I’ll grant her point about the age difference, which she could have complained about in nearly every film, especially those mid-life-crisis ones in which the age difference is the point. (Will the Me-Too era bring those to a halt?)
But I’d argue that, in this one, Kelly’s youth and girliness made the ending more of a surprise.
Unlike modern Westerns in which the women are tougher than the guys and you kind of wonder if anybody needs a hero.
But “High Noon” wasn’t the first to play with the concept, or even the first Gary Cooper movie to do so. Seven years before “High Noon,” Cooper starred in a minor gem called “Along Came Jones,” a comedy/action Western in which the helpless frail was Loretta Young, who was about as helpless as a scorpion.
That was the lynchpin of the comedy, and it’s not a better movie than “High Noon,” but it’s more fun to watch.

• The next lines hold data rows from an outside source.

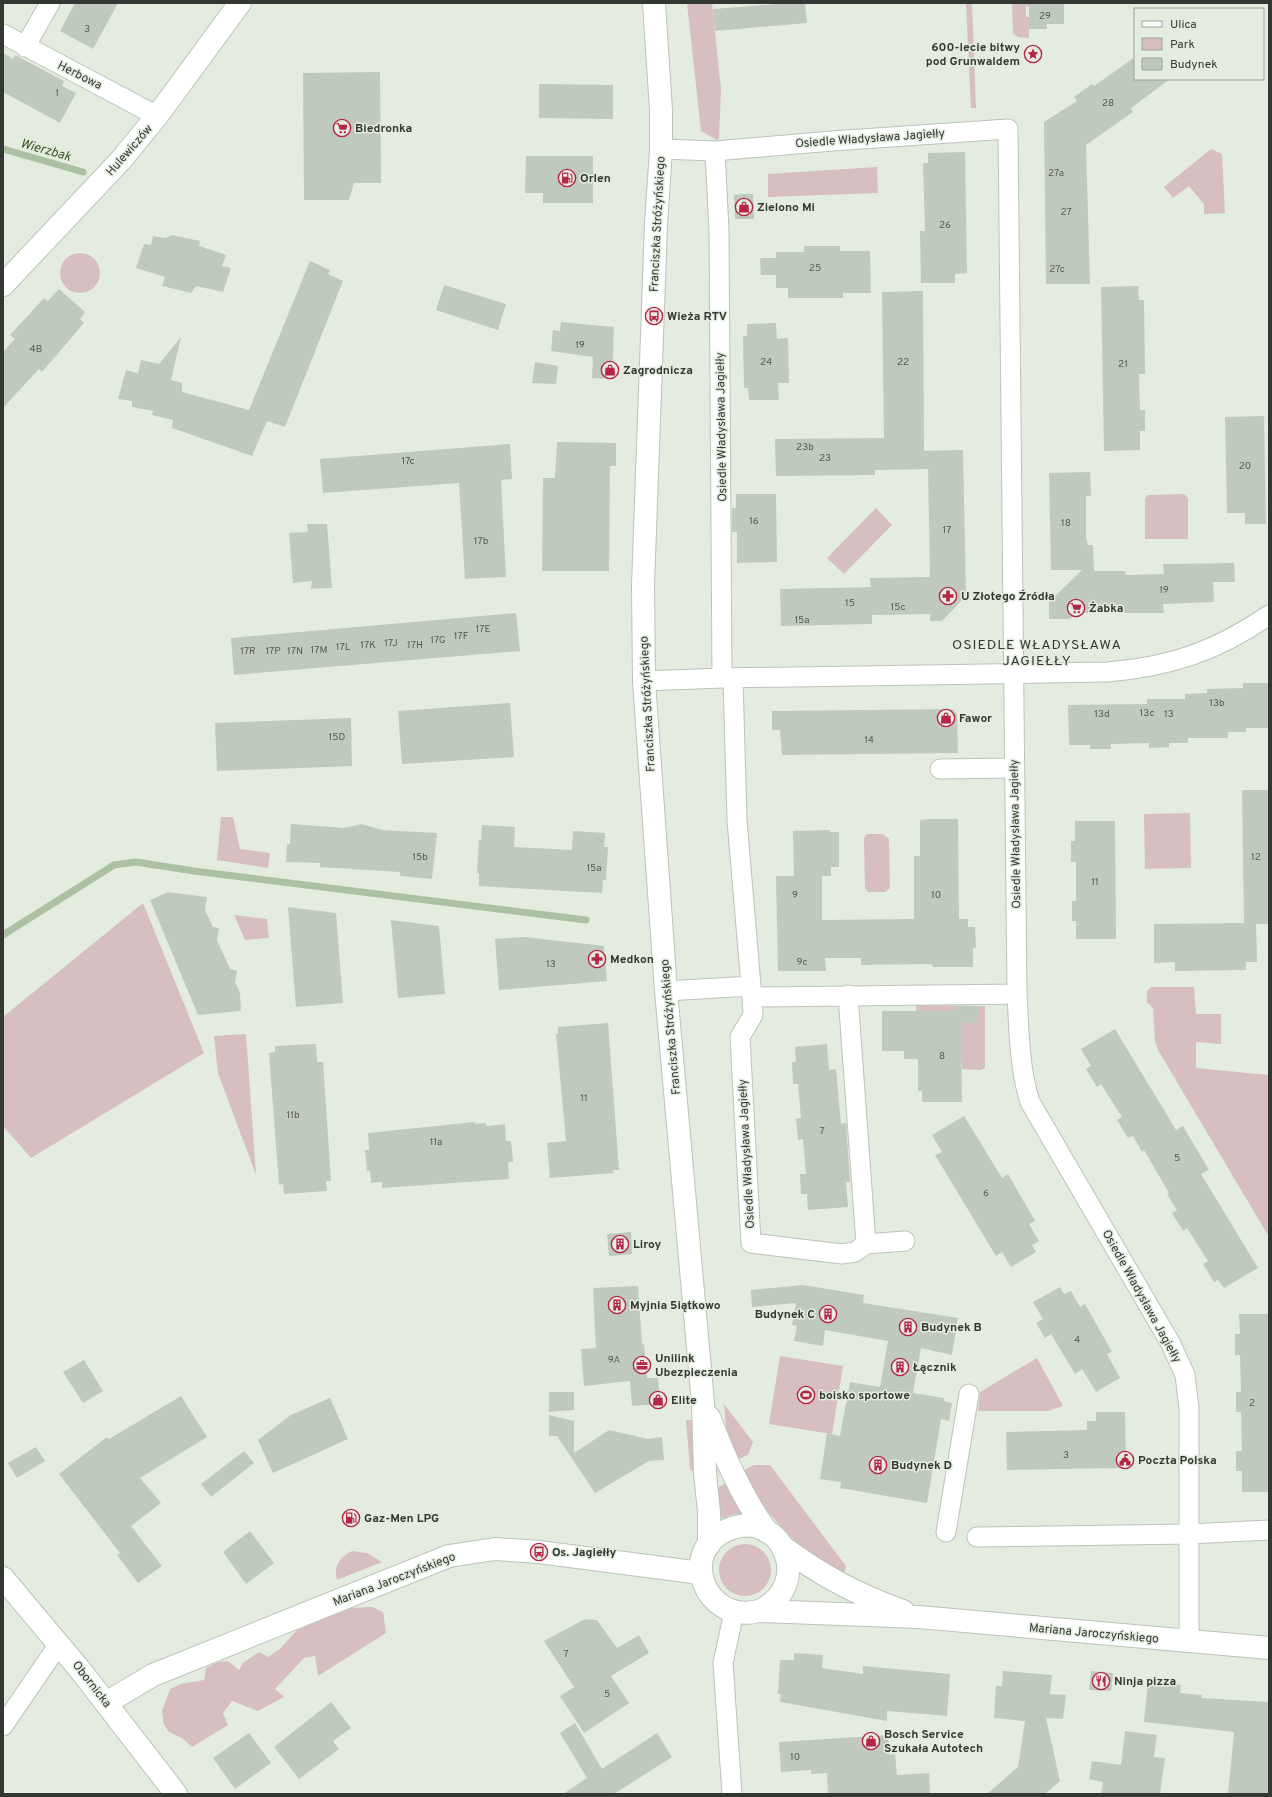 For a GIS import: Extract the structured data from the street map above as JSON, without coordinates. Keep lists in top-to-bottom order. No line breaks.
{"streets":{"street":["Herbowa","Osiedle Władysława Jagiełły","Hulewiczów","Franciszka Stróżyńskiego","Mariana Jaroczyńskiego","Obornicka"]},"crossings":[["Herbowa","Hulewiczów"],["Osiedle Władysława Jagiełły","Mariana Jaroczyńskiego"],["Franciszka Stróżyńskiego","Mariana Jaroczyńskiego"],["Mariana Jaroczyńskiego","Obornicka"]],"districts":["OSIEDLE WŁADYSŁAWA JAGIEŁŁY"],"water":["Wierzbak"],"places":{"place":["600-lecie bitwy pod Grunwaldem"],"supermarket":["Biedronka","Żabka"],"fuel station":["Orlen","Gaz-Men LPG"],"shop":["Zielono Mi","Zagrodnicza","Fawor","Elite","Bosch Service Szukała Autotech"],"bus stop":["Wieża RTV","Os. Jagiełły"],"pharmacy":["U Złotego Źródła","Medkon"],"building":["Liroy","Myjnia 5iątkowo","Budynek C","Budynek B","Łącznik","Budynek D"],"office":["Unilink Ubezpieczenia"],"sports":["boisko sportowe"],"public building":["Poczta Polska"],"restaurant":["Ninja pizza"]},"house_numbers":["29","3","1","28","27a","27","26","25","27c","19","4B","24","22","21","23b","23","17c","20","16","18","17","17b","19","15","15c","15a","17E","17F","17G","17J","17K","17H","17L","17M","17R","17P","17N","13b","13c","13d","13","15D","14","15b","12","15a","11","9","10","9c","13","8","11","11b","7","11a","5","6","4","9A","2","3","7","5","10"],"legend":["Ulica","Park","Budynek"]} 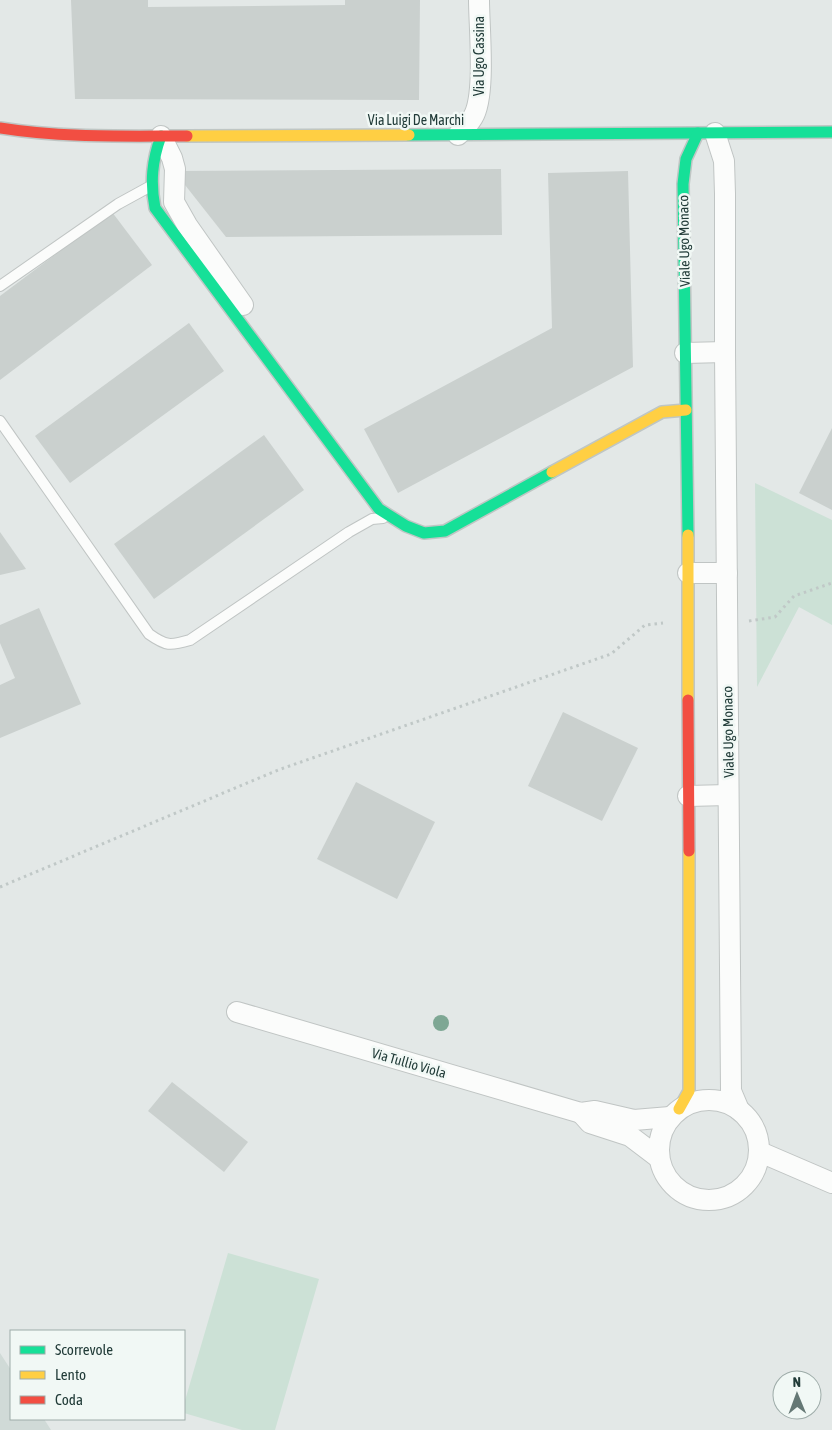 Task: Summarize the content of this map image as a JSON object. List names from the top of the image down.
{
  "streets": {
    "street": [
      "Via Ugo Cassina",
      "Via Luigi De Marchi",
      "Viale Ugo Monaco",
      "Via Tullio Viola"
    ]
  },
  "crossings": [
    ["Via Ugo Cassina", "Via Luigi De Marchi"],
    ["Via Luigi De Marchi", "Viale Ugo Monaco"],
    ["Viale Ugo Monaco", "Via Tullio Viola"]
  ],
  "legend": ["Scorrevole", "Lento", "Coda"],
  "north": "top"
} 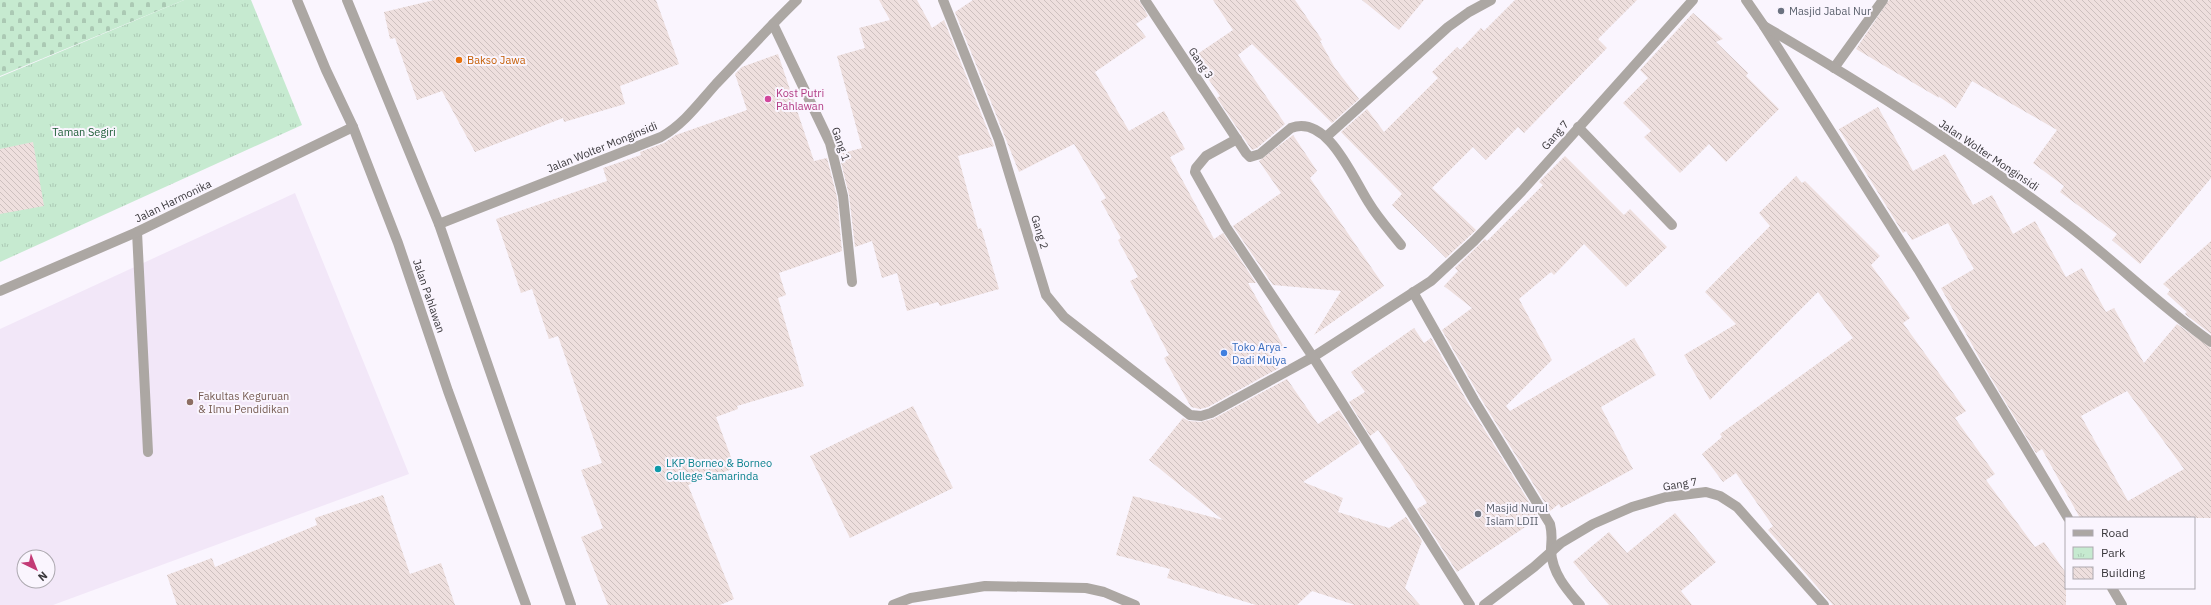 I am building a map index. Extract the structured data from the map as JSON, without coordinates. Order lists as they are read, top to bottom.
{
  "streets": {
    "street": [
      "Gang 3",
      "Gang 7",
      "Gang 1",
      "Jalan Wolter Monginsidi",
      "Jalan Harmonika",
      "Gang 2",
      "Jalan Pahlawan"
    ]
  },
  "crossings": [
    ["Gang 7", "Gang 2"],
    ["Gang 1", "Jalan Wolter Monginsidi"],
    ["Jalan Harmonika", "Jalan Pahlawan"]
  ],
  "parks": ["Taman Segiri"],
  "places": [
    "Masjid Jabal Nur",
    "Bakso Jawa",
    "Kost Putri Pahlawan",
    "Toko Arya - Dadi Mulya",
    "Fakultas Keguruan & Ilmu Pendidikan",
    "LKP Borneo & Borneo College Samarinda",
    "Masjid Nurul Islam LDII"
  ],
  "legend": ["Road", "Park", "Building"],
  "north": "bottom right"
} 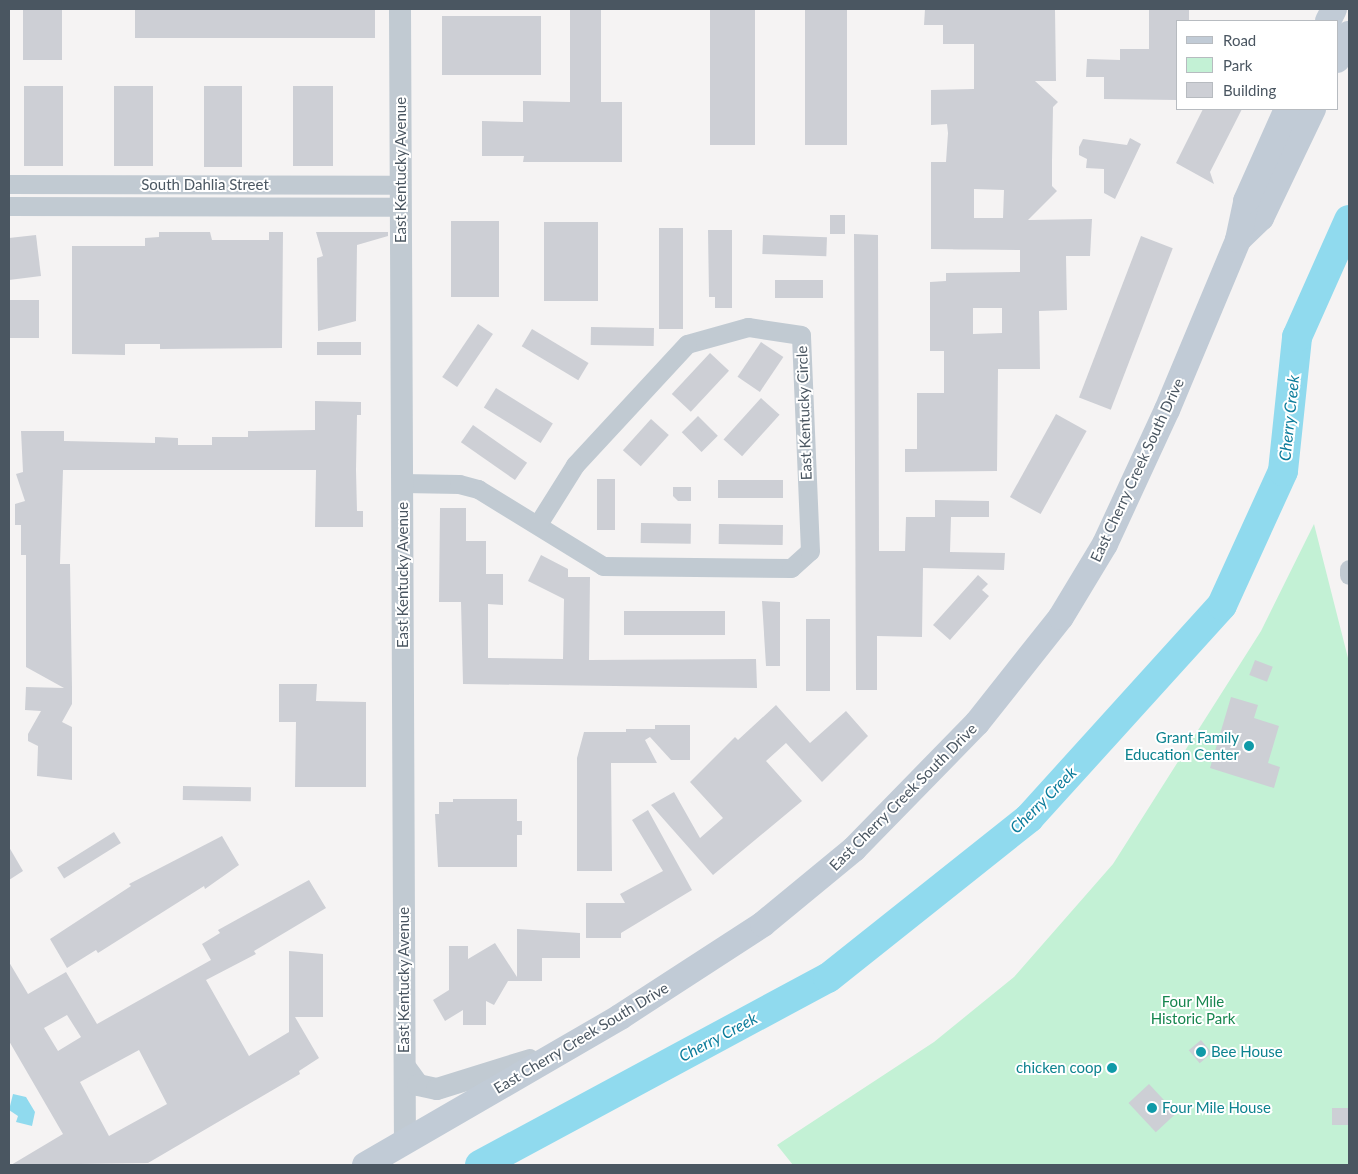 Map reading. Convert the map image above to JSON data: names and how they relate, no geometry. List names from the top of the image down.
{
  "streets": {
    "main road": ["East Cherry Creek South Drive"],
    "street": ["East Kentucky Avenue", "South Dahlia Street", "East Kentucky Circle"]
  },
  "crossings": [
    ["East Kentucky Avenue", "South Dahlia Street"],
    ["East Kentucky Avenue", "East Kentucky Circle"],
    ["East Kentucky Avenue", "East Cherry Creek South Drive"]
  ],
  "water": ["Cherry Creek"],
  "parks": ["Four Mile Historic Park"],
  "places": [
    "Grant Family Education Center",
    "Bee House",
    "chicken coop",
    "Four Mile House"
  ],
  "legend": ["Road", "Park", "Building"]
} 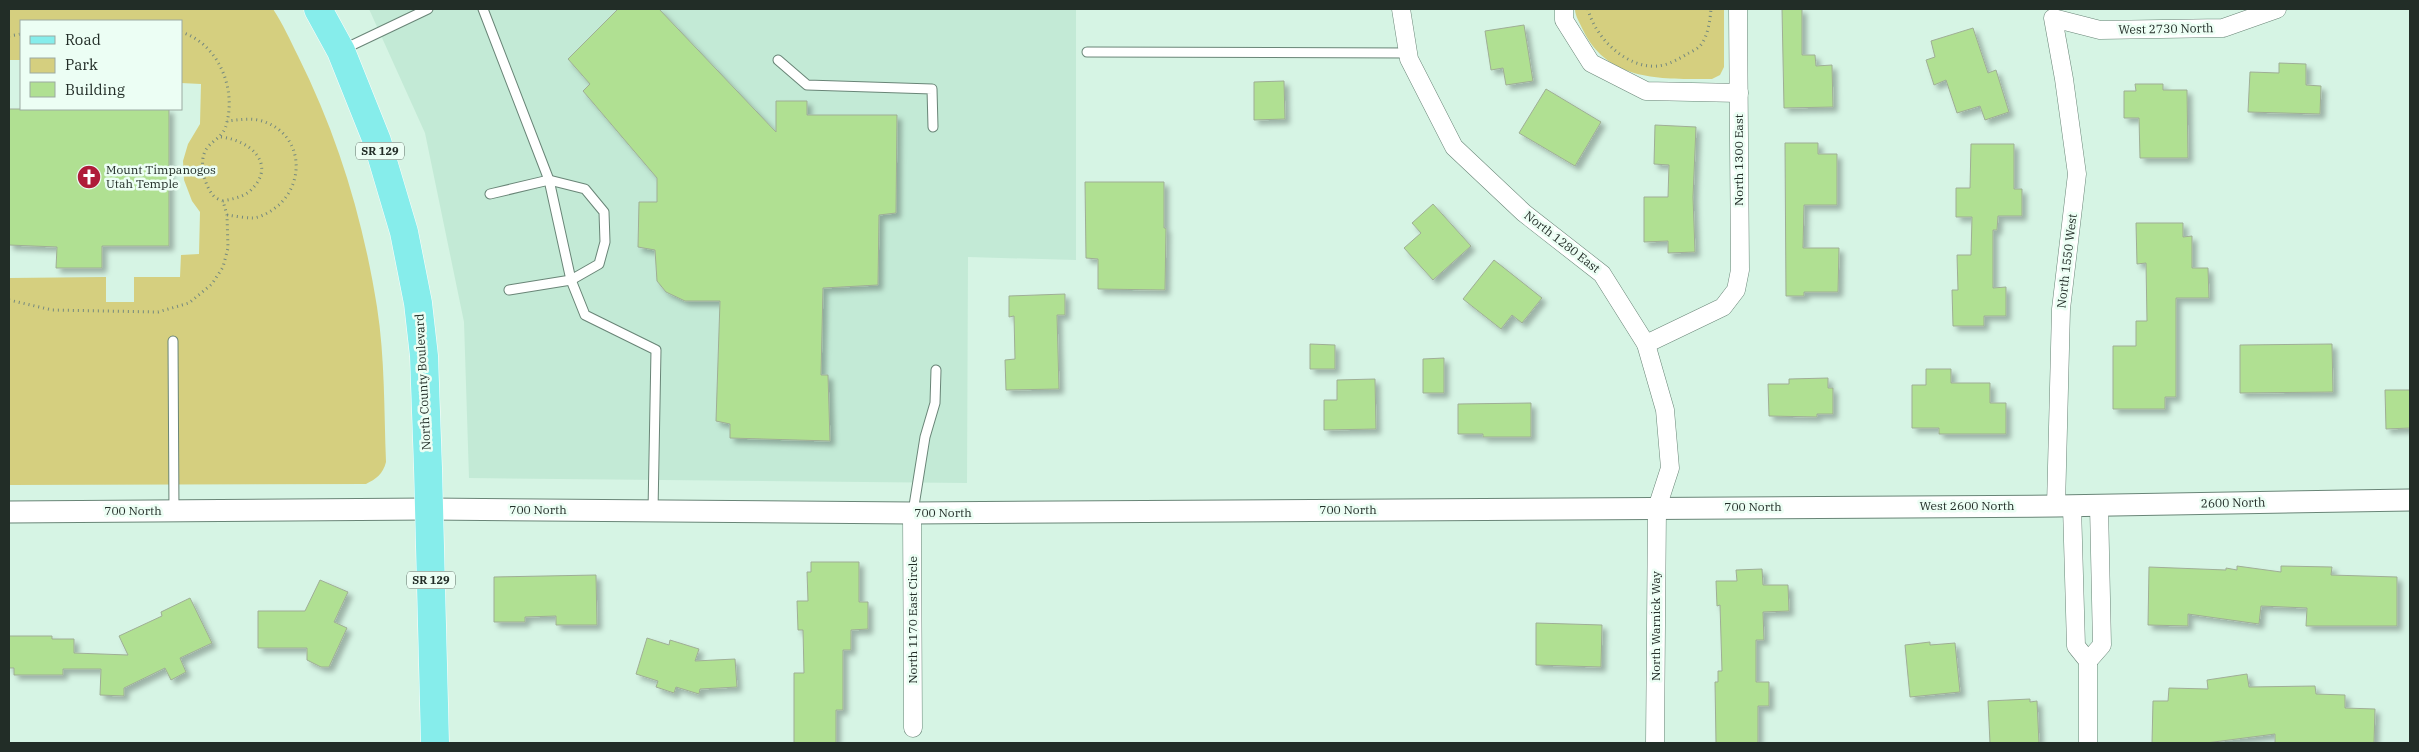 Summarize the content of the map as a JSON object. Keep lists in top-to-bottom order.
{
  "streets": {
    "main road": ["SR 129", "North County Boulevard"],
    "street": [
      "West 2730 North",
      "North 1300 East",
      "North 1280 East",
      "North 1550 West",
      "2600 North",
      "West 2600 North",
      "700 North",
      "North 1170 East Circle",
      "North Warnick Way"
    ]
  },
  "crossings": [
    ["West 2730 North", "North 1550 West"],
    ["North 1300 East", "North 1280 East"],
    ["North 1280 East", "700 North"],
    ["North 1280 East", "North Warnick Way"],
    ["North 1550 West", "2600 North"],
    ["North 1550 West", "West 2600 North"],
    ["North County Boulevard", "700 North"],
    ["2600 North", "West 2600 North"],
    ["West 2600 North", "700 North"],
    ["700 North", "North 1170 East Circle"],
    ["700 North", "North Warnick Way"]
  ],
  "places": {
    "church": ["Mount Timpanogos Utah Temple"]
  },
  "legend": ["Road", "Park", "Building"]
}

I’d like to think youngsters have seen at least the first movie if not the second, even though both were (gasp!) made in black-and-white.
And on the topic of age gaps and comic strips that appeal to the old folks, this Adam@Home is one of many comics lately to reference Bob Ross.
It brings up two separate Grumpy Old Man questions, the first of which is how much Bob Ross influenced anyone who wasn’t destined to grow up to be an artist. I mean, I knew he was on, but I didn’t stop at that channel.
The other issue is “What’s the matter with Jon Gnagy?” who was practically doing his show before there was television to do it on. As Wikipedia notes, he was the first performer on May 13, 1946, “the day the updated Channel 4 antenna … was completed atop the Empire State Building.”
The obvious answer is that the cartoonists referencing Bob Ross are too young to remember Jon Gnagy, but, hey, the guy sold 15 million “Learn to Draw” kits, and, if you can reference Annette Funicello and Buffalo Bob, surely someone out there remembers Gnagy.
Hell, I’ll bet little Bobby Ross had one of those kits.
Juxtaposition of the Half Century
(Doonesbury, May 29, 1973)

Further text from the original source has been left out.